サンライズの皆様がこのカーネーションを採るのを手伝ってくれた事、子供達はとても嬉しく思っております。実は私、今病気を患っていまして子供達、特にポードには苦労を掛けさせてしまっています。ポードは友達と遊んだり好きな事をしたい年頃なのに、それが自らの病のせいでできなくなってしまっている事がとても心苦しいです。

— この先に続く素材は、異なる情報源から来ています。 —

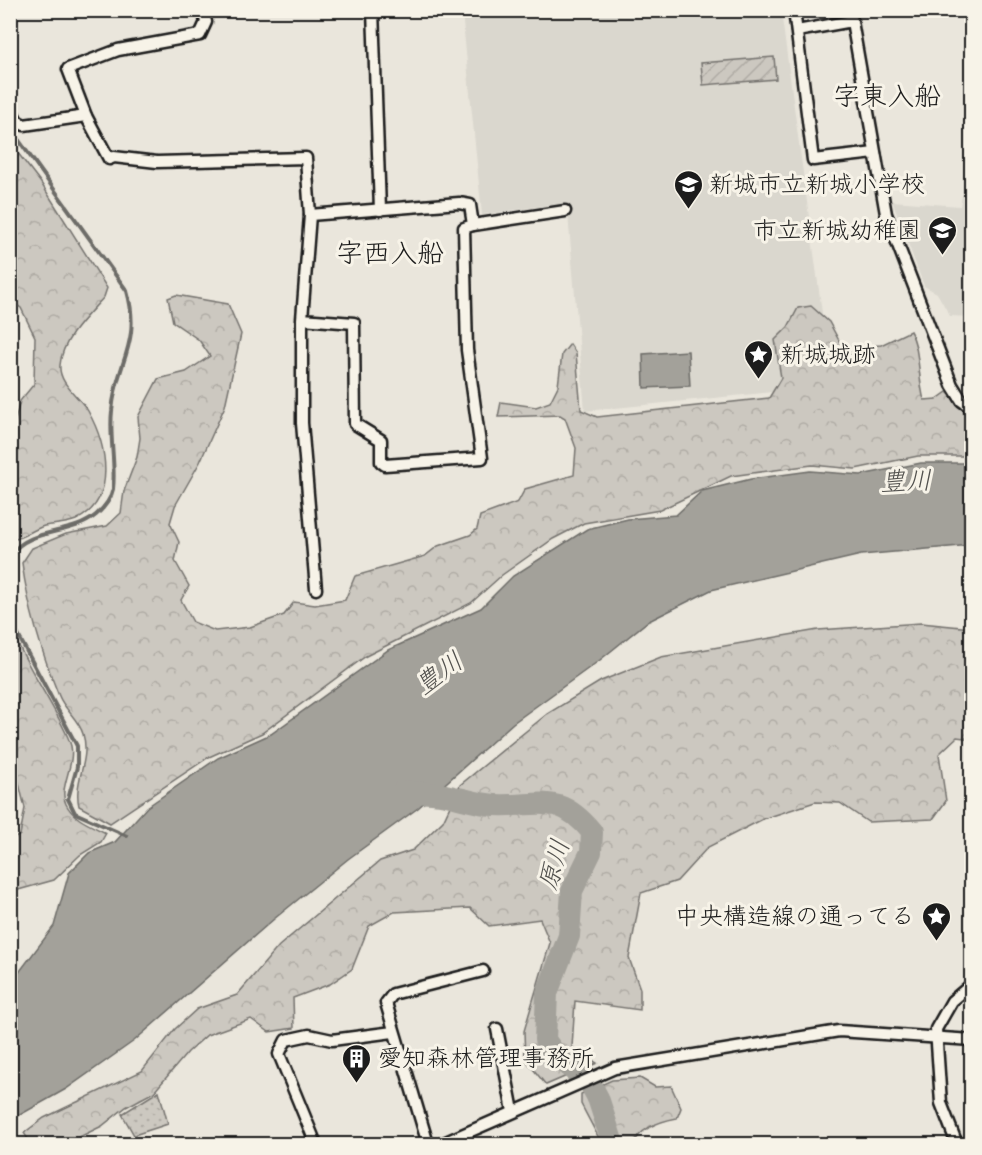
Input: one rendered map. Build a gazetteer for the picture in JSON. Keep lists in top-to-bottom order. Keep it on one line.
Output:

そこで、私から厚かましいとは思いますがお願いがあります。
どうか遠目でいいのであの二匹を見守って欲しいのです。
先程も言いましたが、あの子たち本当に貴方たちを慕っているのです。私はこんな身の上なので何も出来ない、無力です。見ていてくれるだけでいいんです。一方的で済みませんが、お願いします。そして、本当に有難う御座いました。』
あの子たちにこんな複雑な事情があったなんて…。あれ、まだ続いてるわね。
『P.S. もう一つポードから聞きました。このお願いに貴方たちを選んだのは、実はリヴ親方様なんですって!リヴ親方様は世界でも名高い探険家ですから、サンライズはきっと認められたんですね。これからも探険活動頑張って下さい。』
えっ!リヴが!?意外ね…。
じゃあ、あの時、わざとポードがお願いしたようにいったのはわざとだったのね。よしっ…私たちももっと頑張んなきゃね。これ、ファインたちにも見せよーっと!フフッ♪」
サンは母親の想いを確かに感じ取って心の内に留めた。そして、顔が嬉しさで綻ぶのを我慢してギルド内へ戻って行った。
*
「ルリ、お母さんにカーネーション喜んでもらえてよかったな!なんたってルリが採ったんだからな!」
「え…、う、うん、そうだね!お兄ちゃん…」
言える訳がない、今更、こんなにお兄ちゃんが喜んでいるのに…。
言える訳がない、このカーネーションは…
−−−−待て!話を聞いてく…っ!?
「リープさん…」
「どうした、ルリ?ほら、朝御飯出来たぞ!」
「何でもないよ、お兄ちゃん!わー、美味しそう!」
二匹は
朝餉を摂り始める。ルリは彼の思いを思索していると、ふと、窓にポツンと音がするのに気付く。外を見ると雨が降っていた。もうすぐ梅雨だ、そう感じたのはこの兄弟だけじゃないはずだ。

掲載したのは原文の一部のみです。